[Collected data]
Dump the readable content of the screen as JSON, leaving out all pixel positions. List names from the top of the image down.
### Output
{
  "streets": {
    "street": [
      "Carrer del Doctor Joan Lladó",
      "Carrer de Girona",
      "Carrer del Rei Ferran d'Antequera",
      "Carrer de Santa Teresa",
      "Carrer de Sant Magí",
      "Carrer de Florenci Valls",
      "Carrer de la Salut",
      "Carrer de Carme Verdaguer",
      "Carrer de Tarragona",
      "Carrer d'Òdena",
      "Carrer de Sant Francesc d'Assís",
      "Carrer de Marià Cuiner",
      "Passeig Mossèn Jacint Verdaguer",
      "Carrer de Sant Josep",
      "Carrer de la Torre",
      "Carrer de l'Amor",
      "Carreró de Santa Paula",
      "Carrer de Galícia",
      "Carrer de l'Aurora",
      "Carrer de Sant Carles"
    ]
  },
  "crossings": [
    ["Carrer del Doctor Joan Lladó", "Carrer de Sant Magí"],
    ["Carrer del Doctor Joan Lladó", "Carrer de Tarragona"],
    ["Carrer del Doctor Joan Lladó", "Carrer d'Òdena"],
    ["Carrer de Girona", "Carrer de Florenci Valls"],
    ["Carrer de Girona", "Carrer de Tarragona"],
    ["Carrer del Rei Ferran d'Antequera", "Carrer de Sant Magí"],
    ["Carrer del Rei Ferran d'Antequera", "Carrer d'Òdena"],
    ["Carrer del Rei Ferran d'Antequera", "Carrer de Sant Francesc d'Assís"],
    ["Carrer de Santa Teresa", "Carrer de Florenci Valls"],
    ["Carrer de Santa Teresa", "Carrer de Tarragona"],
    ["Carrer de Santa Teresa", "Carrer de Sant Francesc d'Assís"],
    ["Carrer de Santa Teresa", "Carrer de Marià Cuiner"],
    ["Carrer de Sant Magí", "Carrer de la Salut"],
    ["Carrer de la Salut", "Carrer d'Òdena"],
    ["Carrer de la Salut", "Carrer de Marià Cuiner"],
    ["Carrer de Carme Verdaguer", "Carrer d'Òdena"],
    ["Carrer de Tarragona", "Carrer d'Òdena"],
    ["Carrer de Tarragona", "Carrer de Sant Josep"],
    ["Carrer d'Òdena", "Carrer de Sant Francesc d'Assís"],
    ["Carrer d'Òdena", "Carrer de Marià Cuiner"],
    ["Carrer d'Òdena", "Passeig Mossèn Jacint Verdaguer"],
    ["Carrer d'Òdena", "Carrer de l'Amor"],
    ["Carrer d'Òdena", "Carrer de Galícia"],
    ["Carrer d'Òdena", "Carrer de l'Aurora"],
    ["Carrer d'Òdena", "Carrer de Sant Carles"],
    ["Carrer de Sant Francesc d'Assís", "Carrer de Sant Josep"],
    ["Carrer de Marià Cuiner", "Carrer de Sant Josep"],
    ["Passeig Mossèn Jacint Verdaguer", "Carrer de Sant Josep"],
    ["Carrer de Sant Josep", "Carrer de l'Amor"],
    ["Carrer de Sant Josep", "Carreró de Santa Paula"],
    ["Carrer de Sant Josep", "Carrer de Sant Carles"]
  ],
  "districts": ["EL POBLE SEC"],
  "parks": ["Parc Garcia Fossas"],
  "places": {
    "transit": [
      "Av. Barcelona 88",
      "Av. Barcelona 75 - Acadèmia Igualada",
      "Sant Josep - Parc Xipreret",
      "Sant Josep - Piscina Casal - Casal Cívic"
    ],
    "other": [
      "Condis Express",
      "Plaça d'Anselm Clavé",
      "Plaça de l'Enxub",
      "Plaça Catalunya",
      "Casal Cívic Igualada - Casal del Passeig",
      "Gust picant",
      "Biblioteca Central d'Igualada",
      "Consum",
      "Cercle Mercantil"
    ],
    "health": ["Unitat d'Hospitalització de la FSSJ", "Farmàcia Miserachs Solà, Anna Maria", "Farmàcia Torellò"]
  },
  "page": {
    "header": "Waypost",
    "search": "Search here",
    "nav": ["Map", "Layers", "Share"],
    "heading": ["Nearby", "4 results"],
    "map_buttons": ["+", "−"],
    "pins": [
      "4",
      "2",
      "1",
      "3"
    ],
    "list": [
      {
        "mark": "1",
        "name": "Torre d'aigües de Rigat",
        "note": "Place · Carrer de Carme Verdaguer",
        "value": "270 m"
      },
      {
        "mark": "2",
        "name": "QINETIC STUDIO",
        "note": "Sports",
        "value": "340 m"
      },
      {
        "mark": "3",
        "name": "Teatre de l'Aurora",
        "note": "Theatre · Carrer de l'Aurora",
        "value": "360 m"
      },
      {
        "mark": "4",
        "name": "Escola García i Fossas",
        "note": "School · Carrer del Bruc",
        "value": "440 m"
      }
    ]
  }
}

**How to complete this task:** Which lines above contain the word "Lladó"? List them.

**Exercise solution:**
      "Carrer del Doctor Joan Lladó",
    ["Carrer del Doctor Joan Lladó", "Carrer de Sant Magí"],
    ["Carrer del Doctor Joan Lladó", "Carrer de Tarragona"],
    ["Carrer del Doctor Joan Lladó", "Carrer d'Òdena"],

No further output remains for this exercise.